Purpose of the application
- Under the LRA, the primary function of bargaining councils is to conclude and enforce collective agreements regulating wages and working conditions for a sector and area designated by NEDLAC.
- Bargaining councils are also charged with preventing and resolving labour disputes; promoting and establishing training schemes; establishing and administering pension, provident, medical aid or related schemes; making proposals to NEDLAC on matters of policy and legislation; and referring certain matters to workplace forums.
- In practice, bargaining councils make determinations for the sector or area on wage scales, working hours, training, health and safety, overtime, grievance mechanisms, and rights to participate in workplace or company affairs.
- Put generally, their powers within the field of labour relations are broad enough to encompass everything within their field of labour relations short of the outright prohibition of strikes and lock-outs.

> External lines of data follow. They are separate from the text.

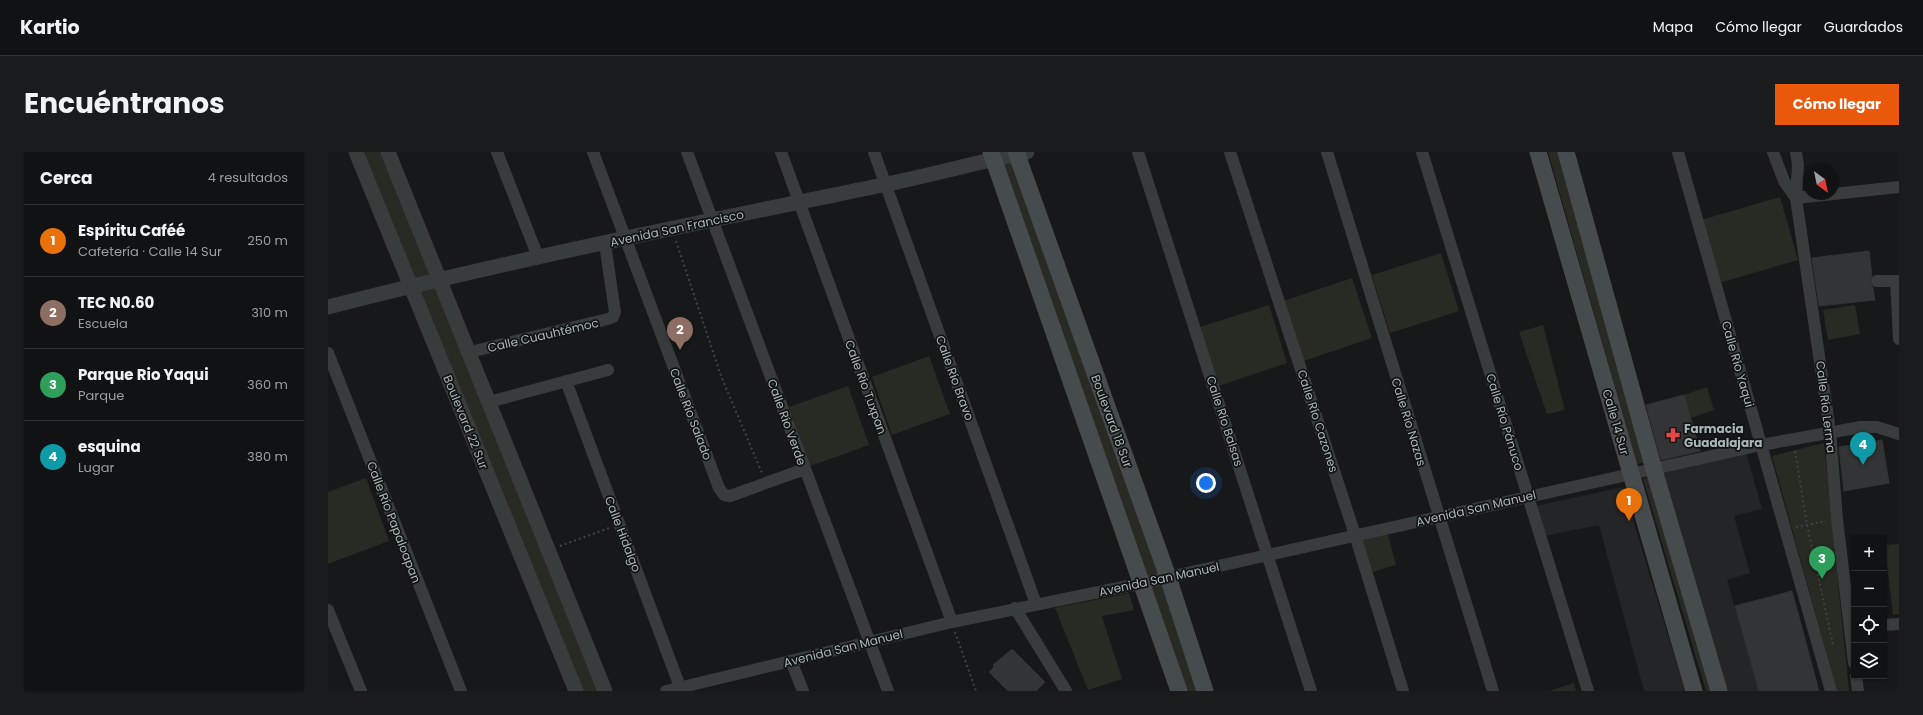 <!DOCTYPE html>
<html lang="es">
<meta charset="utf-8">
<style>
:root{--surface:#111213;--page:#1a1b1c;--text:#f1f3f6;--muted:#9c9ea0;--line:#303233;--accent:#ea580c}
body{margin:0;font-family:Poppins,sans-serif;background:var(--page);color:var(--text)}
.controls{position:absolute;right:12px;bottom:12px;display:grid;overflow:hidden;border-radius:0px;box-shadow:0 1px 3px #0004}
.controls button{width:36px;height:36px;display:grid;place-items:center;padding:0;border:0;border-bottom:1px solid var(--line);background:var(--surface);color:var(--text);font:20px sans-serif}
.compass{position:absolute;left:1475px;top:12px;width:36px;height:36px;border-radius:50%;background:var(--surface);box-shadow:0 1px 3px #0004;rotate:147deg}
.you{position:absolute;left:878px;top:331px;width:14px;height:14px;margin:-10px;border:3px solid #fff;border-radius:50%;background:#1a73e8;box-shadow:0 0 0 6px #1a73e833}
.badge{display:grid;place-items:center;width:26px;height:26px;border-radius:50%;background:var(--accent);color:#fff;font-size:13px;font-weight:700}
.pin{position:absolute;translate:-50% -33px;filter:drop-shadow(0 1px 2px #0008)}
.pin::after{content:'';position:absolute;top:21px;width:14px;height:12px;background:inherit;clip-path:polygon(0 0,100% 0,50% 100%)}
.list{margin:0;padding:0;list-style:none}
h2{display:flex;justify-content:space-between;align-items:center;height:52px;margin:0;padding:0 16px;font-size:17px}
h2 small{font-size:13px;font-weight:400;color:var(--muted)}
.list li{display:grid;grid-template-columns:26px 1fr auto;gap:12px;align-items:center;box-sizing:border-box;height:72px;padding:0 16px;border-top:1px solid var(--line)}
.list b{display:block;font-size:15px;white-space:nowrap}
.list p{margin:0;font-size:13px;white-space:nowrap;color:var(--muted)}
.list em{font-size:13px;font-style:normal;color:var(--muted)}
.icon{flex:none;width:22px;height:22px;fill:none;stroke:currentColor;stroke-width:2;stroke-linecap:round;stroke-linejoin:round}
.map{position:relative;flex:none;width:1571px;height:539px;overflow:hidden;border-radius:0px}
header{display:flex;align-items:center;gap:24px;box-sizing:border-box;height:56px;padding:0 20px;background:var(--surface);border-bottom:1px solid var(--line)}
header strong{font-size:19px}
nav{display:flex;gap:22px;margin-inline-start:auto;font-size:14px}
.intro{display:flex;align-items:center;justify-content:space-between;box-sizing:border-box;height:96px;padding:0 24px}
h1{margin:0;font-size:28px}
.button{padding:10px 18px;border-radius:0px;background:var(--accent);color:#fff;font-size:14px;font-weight:700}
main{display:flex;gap:24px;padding:0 24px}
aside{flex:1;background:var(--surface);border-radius:0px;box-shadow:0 1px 3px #0004}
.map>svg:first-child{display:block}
</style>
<header>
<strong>Kartio</strong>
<nav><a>Mapa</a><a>Cómo llegar</a><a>Guardados</a></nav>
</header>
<div class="intro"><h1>Encuéntranos</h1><a class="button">Cómo llegar</a></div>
<main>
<aside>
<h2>Cerca<small>4 resultados</small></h2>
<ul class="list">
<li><span class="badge" style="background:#e8710a">1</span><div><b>Espíritu Caféé</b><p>Cafetería · Calle 14 Sur</p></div><em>250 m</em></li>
<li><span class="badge" style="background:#8d6e63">2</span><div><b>TEC N0.60</b><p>Escuela</p></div><em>310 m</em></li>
<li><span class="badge" style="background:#2e9e5b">3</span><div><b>Parque Rio Yaqui</b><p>Parque</p></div><em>360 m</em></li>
<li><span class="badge" style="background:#0f9aa8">4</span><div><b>esquina</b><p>Lugar</p></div><em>380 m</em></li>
</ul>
</aside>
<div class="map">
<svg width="1571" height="539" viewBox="0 0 1571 539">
<rect width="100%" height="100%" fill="#171819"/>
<g fill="#232526">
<path d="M1417,297L1434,357L1406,364L1422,421L1399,428L1431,539H1397L1333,321Z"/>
<path d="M1295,335L1357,539H1316L1271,373L1216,384L1208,354Z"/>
</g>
<g fill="#272b23">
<path d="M28,0H60L277,539H248Z"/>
<path d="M663,0H688L877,539H851Z"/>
<path d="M1220,0H1231L1319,310L1309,312Z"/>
<path d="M1452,45L1470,108L1391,131L1373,68Z"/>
<path d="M1113,101L1131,159L1062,181L1044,123Z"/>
<path d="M1024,126L1044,186L976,209L956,149Z"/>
<path d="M941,153L959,211L891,234L872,175Z"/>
<path d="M1527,153L1532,182L1500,188L1495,158Z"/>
<path d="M1215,173L1237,258L1219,262L1191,180Z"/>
<path d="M601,204L622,262L564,283L544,225Z"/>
<path d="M520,234L541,293L482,314L461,255Z"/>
<path d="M1379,235L1386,258L1363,266L1356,243Z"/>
<path d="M1496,291L1521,539H1509L1444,304Z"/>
<path d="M1322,325L1385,539H1378L1315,327Z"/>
<path d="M38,326L61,389L0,412V340Z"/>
<path d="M1059,379L1068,413L1038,422L1028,388Z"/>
<path d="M1571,392V462L1565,463L1557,393Z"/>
<path d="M801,441L806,458L774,464L794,527L760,538L727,456Z"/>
<path d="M1246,531L1248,539H1221Z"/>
</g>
<g fill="#323435" stroke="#313334">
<path d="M1541,99L1544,124L1542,129L1545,136L1547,148L1491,154L1484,106Z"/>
<path d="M1356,243L1372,299L1333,308L1318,253Z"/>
<path d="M1554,288L1561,331L1516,339L1511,295Z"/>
<path d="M1464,439L1491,539H1431L1407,454Z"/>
<path d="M684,497L717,530L708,539H680L661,520L666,515L665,513Z"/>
</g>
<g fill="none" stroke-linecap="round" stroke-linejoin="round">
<g stroke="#3e4444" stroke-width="2" stroke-dasharray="2 3" stroke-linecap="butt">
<path d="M348,89L393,224L434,321"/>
<path d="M1467,299L1479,373L1505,493"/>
<path d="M1468,375L1498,369"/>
<path d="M232,394L281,376"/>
<path d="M627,480L648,539"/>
</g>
<g stroke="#383c3d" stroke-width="12">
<path d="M169,0L210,105"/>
<path d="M265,0L391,336L396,343L402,344L477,317"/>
<path d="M359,0L560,539"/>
<path d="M453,0L624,470"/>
<path d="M546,0L708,452"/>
<path d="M810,0L983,539"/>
<path d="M902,0L1027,383L1075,539"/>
<path d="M999,0L1165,539"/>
<path d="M1094,0L1260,539"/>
<path d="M1350,0L1503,539"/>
<path d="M1445,0L1456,29L1468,46L1571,35"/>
<path d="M1468,0L1470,13L1468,46L1502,279L1509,367L1526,511"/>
<path d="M1549,129H1571"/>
<path d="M1568,129L1571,187"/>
<path d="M142,200L280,167L285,165L287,160L277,92"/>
<path d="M0,201L133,539"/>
<path d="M238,229L352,535"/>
<path d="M161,250L280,218"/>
<path d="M687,456L738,539"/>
<path d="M0,458L33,539"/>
<path d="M1556,473L1571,472"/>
<path d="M463,509L475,539"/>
<path d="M1528,524L1530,539"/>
<path d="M338,539L624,470L815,431L1433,293L1533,275H1549L1571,282"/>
</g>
<g stroke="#383c3d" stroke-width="15">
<path d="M28,0L248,539"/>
<path d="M60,0L277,539"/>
<path d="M0,155C183,108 369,71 555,33C603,23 651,10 699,0"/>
</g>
<g stroke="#464c4d" stroke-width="17">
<path d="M663,0L851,539"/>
<path d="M688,0L840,425L877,539"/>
<path d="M1210,0L1366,539"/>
<path d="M1238,0L1326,318L1391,539"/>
</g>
</g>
<defs>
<symbol id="pharmacy-bare" viewBox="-9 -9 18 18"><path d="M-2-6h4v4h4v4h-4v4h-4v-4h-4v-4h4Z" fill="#e24846" stroke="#121314" stroke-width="2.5" paint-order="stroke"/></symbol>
</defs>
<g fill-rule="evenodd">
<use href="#pharmacy-bare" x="1335" y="273" width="20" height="20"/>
</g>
<g text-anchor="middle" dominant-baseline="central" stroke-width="3.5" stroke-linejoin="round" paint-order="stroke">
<g font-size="12" fill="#aab7b7" stroke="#121314">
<text transform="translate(349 76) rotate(-12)">Avenida San Francisco</text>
<text transform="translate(215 183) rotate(-13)">Calle Cuauhtémoc</text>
<text transform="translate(1410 212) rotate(74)">Calle Río Yaqui</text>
<text transform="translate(627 226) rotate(70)">Calle Río Bravo</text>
<text transform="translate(538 235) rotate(70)">Calle Río Tuxpan</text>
<text transform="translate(1498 255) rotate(83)">Calle Río Lerma</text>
<text transform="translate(363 262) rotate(69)">Calle Río Salado</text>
<text transform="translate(784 269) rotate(70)">Boulevard 18 Sur</text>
<text transform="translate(897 269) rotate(72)">Calle Río Balsas</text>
<text transform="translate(990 269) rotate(72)">Calle Río Cazones</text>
<text transform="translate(138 270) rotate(68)">Boulevard 22 Sur</text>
<text transform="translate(459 270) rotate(70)">Calle Río Verde</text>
<text transform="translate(1081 270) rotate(73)">Calle Río Nazas</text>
<text transform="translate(1177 270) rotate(73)">Calle Río Pánuco</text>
<text transform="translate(1288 270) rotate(74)">Calle 14 Sur</text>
<text transform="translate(1148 356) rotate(-13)">Avenida San Manuel</text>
<text transform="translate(66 370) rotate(69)">Calle Río Papaloapan</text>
<text transform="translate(295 382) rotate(69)">Calle Hidalgo</text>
<text transform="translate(831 427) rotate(-12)">Avenida San Manuel</text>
<text transform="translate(515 496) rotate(-14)">Avenida San Manuel</text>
</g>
<g font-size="12" font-weight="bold" fill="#aab7b7" stroke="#121314" text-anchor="start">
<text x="1356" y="276">Farmacia<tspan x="1356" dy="14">Guadalajara</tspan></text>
</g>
</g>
</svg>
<div class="controls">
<button>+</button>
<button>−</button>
<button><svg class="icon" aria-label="locate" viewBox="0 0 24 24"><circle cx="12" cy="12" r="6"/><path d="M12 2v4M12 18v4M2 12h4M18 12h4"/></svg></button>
<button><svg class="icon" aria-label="layers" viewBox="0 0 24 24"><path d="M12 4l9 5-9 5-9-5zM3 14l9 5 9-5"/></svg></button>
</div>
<svg class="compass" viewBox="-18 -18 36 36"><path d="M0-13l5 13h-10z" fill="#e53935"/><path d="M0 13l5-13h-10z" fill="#9c9ea0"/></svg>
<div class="you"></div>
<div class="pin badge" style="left:1301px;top:369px;background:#e8710a">1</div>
<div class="pin badge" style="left:352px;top:198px;background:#8d6e63">2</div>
<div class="pin badge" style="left:1494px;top:427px;background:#2e9e5b">3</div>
<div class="pin badge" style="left:1535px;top:313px;background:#0f9aa8">4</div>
</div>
</main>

- Section 32 of the LRA, which is at the heart of the FMF’s constitutional challenge, empowers the parties to a bargaining council to impose legally-binding terms and conditions of employment on non-parties within its scope of jurisdiction provided certain preconditions are satisfied.
- The FMF has proceeded with two constitutional challenges to the section. They are directed at the structure and content of the section and are mounted cumulatively.
o The first is based on the fact that the participants in the council are private actors to whom the state cannot delegate substantive powers of statutory regulation without violating the requirements of the constitution.
o The second is based on the fact that the section, by distorting the provisions of majority rule, permits a minority to coerce the majority into complying with a standard set of terms and conditions of employment.
- The expert report filed under cover of supporting affidavit emphasizes that trade unions have a natural interest in inflating the benefits their members receive from employment.
- Some employers, specifically those who are incumbents in the industry, have a comparable interest in inflating the levels at which labour is hired. By these means they increase the costs of production for new entrants and for existing firms who do not share their stance and can be expected to provide them with unwanted competition.
- Business cannot afford to take on more workers and often go out of business thus destroying existing jobs.
- The types of people who are most likely to be employed in labour intensive small firms – the young, females, Africans and those with low skills – remain unemployed.
- Businesses are discouraged from starting up in these sectors and therefore there are fewer opportunities for the unemployed.
Consumers lose. Why?
- The lack of competition in these sectors comes at the expense of consumers who are now forced to pay higher prices for these goods and services than otherwise they would in a more competitive market.
If FMF challenge is successful:
- Reversing LRA S32 will not solve the unemployment problem overnight BUT it will be a step in the right direction for the creation of employment in South Africa.
- Because employers have had this system imposed on them without their consent an environment will be created where employment of people is encouraged.
- Small firms are not forced to use capital intensive methods of production which are better suited to large firms – they can choose to use labour over capital and thus create employment.
South Africa will gain. Why?
- Young people will have hope! A foot on the ladder.
- People will regain dignity, self respect and their place in society.
- More jobs, less strain on social grants.
- More people earning, fewer driven to crime and brutality.
- The national economy will benefit from the increased competition, which will lower prices, which will also benefit consumers = more disposable income = improved economy.
- More people will pay tax = higher GDP.
- Less inequality = a better society.
It is highly unlikely that the 90% of new jobs that the NDP envisions being created by SMMEs will be created if the current institutional structure of the labour market is maintained.